-- Task prompt --
Return, from the data below, each line that contains the word "Police".

==== Exercise input ====

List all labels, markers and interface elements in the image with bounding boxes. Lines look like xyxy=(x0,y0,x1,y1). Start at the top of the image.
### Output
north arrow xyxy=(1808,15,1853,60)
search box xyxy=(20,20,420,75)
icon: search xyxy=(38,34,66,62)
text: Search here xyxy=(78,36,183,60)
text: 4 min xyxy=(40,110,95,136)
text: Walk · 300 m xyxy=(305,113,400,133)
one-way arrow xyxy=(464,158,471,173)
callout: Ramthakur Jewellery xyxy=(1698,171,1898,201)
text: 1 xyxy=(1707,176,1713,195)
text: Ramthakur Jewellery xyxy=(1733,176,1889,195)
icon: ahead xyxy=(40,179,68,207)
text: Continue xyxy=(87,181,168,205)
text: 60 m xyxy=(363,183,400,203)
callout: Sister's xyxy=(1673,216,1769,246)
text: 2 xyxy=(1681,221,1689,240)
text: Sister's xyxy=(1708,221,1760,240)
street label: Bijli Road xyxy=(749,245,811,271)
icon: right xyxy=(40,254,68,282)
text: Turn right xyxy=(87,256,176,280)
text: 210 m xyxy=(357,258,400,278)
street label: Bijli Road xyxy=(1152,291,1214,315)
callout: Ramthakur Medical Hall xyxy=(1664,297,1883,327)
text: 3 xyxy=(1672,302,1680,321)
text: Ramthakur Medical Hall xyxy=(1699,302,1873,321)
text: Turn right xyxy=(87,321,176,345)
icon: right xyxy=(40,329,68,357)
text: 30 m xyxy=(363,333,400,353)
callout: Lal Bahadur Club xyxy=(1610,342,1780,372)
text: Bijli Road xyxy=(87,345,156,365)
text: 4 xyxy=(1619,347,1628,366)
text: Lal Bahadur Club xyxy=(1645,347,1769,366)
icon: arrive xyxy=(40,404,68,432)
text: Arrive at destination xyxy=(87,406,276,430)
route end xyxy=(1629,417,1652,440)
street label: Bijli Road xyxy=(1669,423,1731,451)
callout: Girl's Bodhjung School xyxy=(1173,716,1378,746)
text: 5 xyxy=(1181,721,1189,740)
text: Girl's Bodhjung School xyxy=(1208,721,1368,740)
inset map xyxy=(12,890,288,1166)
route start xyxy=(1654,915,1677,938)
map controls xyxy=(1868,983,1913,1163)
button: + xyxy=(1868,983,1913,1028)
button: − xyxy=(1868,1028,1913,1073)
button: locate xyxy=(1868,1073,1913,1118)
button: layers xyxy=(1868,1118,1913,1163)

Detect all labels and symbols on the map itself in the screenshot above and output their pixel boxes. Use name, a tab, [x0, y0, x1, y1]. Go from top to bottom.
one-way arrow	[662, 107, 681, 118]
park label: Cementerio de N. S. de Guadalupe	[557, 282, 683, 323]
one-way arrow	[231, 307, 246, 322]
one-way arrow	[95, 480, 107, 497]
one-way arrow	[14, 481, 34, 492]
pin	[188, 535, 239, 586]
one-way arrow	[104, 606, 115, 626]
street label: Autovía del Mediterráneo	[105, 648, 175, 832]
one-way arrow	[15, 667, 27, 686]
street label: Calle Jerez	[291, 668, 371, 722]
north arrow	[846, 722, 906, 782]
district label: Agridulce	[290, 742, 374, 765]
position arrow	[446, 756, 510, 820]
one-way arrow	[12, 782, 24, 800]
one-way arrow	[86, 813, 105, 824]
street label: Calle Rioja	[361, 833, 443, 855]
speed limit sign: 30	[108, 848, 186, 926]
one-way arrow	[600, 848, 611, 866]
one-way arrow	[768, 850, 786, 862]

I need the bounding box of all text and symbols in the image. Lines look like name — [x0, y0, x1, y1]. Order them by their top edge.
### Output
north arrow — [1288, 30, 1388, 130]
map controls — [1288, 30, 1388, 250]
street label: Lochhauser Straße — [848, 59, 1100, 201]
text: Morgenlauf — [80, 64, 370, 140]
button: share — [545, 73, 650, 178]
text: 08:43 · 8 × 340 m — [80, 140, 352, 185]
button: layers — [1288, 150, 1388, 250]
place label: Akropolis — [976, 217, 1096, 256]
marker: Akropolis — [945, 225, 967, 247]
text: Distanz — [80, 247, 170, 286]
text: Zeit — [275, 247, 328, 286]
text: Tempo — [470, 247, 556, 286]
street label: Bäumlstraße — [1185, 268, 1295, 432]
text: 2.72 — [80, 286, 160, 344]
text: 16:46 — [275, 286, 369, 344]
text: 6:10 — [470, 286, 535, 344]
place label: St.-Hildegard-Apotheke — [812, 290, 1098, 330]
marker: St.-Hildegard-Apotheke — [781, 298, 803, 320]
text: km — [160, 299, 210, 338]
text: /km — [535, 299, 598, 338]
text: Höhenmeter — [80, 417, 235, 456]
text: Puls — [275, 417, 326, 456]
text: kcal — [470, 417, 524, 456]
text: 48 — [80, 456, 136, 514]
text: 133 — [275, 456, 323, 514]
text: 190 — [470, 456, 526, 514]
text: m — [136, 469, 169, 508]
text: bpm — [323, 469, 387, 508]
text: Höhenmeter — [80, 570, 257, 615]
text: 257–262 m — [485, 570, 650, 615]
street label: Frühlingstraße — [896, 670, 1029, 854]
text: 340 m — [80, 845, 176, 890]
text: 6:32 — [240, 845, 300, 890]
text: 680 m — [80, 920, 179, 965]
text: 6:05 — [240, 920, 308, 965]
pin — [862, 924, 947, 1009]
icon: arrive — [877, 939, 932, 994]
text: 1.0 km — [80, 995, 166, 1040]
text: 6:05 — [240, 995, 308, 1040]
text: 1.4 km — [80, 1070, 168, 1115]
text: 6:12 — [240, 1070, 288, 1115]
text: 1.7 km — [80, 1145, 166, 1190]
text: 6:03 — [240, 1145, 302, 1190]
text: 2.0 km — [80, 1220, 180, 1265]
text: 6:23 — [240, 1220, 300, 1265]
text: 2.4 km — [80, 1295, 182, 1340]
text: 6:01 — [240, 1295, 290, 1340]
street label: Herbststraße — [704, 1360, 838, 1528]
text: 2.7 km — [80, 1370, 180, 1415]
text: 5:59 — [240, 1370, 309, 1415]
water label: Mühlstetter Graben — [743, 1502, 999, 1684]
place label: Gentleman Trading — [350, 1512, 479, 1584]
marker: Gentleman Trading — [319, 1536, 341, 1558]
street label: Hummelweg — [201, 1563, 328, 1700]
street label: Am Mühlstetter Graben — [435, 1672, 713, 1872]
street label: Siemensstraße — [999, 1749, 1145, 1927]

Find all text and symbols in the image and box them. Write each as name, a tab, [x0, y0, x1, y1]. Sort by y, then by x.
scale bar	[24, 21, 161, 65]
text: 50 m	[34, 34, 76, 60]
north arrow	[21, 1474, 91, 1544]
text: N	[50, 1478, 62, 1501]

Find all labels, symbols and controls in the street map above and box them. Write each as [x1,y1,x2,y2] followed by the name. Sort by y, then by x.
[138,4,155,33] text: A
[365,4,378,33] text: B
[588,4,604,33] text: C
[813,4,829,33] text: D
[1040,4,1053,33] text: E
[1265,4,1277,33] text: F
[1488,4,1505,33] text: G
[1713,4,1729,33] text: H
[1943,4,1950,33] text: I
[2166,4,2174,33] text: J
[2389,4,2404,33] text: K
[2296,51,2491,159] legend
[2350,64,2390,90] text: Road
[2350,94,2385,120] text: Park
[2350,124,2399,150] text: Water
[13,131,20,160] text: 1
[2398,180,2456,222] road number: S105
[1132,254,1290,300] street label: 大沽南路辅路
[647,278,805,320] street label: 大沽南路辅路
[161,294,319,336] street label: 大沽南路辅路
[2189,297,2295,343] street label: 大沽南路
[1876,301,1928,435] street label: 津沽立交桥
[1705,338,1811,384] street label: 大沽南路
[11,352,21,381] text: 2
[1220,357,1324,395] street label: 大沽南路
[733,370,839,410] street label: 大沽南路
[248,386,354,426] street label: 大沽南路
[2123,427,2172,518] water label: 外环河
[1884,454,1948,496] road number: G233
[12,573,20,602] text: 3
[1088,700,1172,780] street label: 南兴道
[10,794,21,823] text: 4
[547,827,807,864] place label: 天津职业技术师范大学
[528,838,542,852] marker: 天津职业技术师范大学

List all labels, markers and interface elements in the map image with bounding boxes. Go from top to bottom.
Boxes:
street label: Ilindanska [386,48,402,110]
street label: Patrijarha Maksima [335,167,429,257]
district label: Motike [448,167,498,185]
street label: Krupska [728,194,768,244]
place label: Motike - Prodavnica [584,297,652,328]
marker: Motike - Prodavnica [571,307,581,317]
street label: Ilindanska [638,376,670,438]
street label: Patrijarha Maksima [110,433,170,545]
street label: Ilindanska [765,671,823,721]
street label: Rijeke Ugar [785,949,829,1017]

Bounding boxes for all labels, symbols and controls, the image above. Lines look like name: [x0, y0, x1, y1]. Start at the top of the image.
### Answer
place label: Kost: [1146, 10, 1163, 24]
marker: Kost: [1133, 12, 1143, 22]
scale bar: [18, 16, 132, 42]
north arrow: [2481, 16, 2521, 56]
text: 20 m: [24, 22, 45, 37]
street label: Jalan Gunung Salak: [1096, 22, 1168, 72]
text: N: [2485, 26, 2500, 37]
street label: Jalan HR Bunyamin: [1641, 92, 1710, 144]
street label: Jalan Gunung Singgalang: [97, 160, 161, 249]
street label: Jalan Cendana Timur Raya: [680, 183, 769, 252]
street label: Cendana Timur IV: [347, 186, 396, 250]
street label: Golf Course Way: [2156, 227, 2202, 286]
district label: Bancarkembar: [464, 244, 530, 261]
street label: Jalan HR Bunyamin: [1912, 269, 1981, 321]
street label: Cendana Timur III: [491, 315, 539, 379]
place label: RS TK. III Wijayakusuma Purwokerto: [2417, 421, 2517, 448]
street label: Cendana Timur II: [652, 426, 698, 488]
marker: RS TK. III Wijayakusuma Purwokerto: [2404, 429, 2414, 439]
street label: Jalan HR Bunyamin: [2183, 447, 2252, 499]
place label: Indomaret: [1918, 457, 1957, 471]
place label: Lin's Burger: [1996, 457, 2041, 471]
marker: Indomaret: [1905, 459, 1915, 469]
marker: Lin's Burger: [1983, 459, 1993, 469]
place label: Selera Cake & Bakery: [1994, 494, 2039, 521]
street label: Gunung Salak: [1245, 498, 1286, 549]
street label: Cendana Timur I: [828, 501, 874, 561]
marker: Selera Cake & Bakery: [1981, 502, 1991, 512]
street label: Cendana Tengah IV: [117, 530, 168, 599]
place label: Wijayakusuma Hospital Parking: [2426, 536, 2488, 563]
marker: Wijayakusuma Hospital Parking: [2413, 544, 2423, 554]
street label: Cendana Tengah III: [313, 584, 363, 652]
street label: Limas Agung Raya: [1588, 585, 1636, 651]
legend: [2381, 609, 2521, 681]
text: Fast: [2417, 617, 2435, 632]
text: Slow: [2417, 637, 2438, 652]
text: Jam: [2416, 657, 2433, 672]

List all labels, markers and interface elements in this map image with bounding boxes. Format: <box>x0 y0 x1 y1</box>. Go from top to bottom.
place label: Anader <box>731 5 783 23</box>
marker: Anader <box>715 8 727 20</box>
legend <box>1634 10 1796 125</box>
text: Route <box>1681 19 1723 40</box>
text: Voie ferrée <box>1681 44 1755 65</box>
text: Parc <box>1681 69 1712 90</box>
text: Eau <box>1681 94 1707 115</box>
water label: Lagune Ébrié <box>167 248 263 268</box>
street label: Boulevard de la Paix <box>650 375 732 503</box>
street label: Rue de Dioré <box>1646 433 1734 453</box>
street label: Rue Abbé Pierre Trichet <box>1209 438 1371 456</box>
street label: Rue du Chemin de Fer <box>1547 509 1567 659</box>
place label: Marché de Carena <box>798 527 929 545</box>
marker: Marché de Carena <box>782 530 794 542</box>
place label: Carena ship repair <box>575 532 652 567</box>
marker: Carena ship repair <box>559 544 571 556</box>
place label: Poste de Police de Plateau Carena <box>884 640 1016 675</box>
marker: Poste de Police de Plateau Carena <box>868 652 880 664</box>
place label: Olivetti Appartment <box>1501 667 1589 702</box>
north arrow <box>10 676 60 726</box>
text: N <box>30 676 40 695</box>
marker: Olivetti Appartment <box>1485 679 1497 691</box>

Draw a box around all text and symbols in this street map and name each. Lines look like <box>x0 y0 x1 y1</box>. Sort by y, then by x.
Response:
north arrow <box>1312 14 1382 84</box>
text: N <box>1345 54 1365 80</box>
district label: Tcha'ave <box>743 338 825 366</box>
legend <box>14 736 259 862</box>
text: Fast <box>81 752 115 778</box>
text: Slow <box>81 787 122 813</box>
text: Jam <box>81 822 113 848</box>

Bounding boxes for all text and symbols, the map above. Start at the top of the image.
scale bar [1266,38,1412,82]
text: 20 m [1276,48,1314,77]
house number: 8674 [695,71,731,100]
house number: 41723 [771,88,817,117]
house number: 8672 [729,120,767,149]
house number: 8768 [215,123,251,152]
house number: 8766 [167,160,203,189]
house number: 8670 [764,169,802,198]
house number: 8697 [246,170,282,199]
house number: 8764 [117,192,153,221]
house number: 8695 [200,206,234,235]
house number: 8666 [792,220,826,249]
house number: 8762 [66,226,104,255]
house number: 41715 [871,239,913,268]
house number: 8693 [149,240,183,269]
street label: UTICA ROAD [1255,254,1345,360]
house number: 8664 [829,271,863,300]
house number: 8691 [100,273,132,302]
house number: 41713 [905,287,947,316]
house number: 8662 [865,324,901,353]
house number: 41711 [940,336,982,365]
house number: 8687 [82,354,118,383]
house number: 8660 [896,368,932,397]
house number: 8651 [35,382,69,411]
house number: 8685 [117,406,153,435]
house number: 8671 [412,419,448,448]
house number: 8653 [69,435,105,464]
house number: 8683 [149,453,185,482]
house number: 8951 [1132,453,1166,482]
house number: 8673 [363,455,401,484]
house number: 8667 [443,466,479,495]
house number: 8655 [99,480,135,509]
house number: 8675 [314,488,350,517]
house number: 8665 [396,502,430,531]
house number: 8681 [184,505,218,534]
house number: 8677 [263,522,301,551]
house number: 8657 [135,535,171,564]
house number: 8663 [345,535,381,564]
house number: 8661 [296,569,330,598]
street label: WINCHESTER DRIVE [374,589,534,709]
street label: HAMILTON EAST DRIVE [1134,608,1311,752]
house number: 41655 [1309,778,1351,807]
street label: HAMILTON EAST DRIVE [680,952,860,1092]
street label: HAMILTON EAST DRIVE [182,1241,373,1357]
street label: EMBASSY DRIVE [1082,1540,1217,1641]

====

-- Written answer --
place label: Poste de Police de Plateau Carena <box>884 640 1016 675</box>
marker: Poste de Police de Plateau Carena <box>868 652 880 664</box>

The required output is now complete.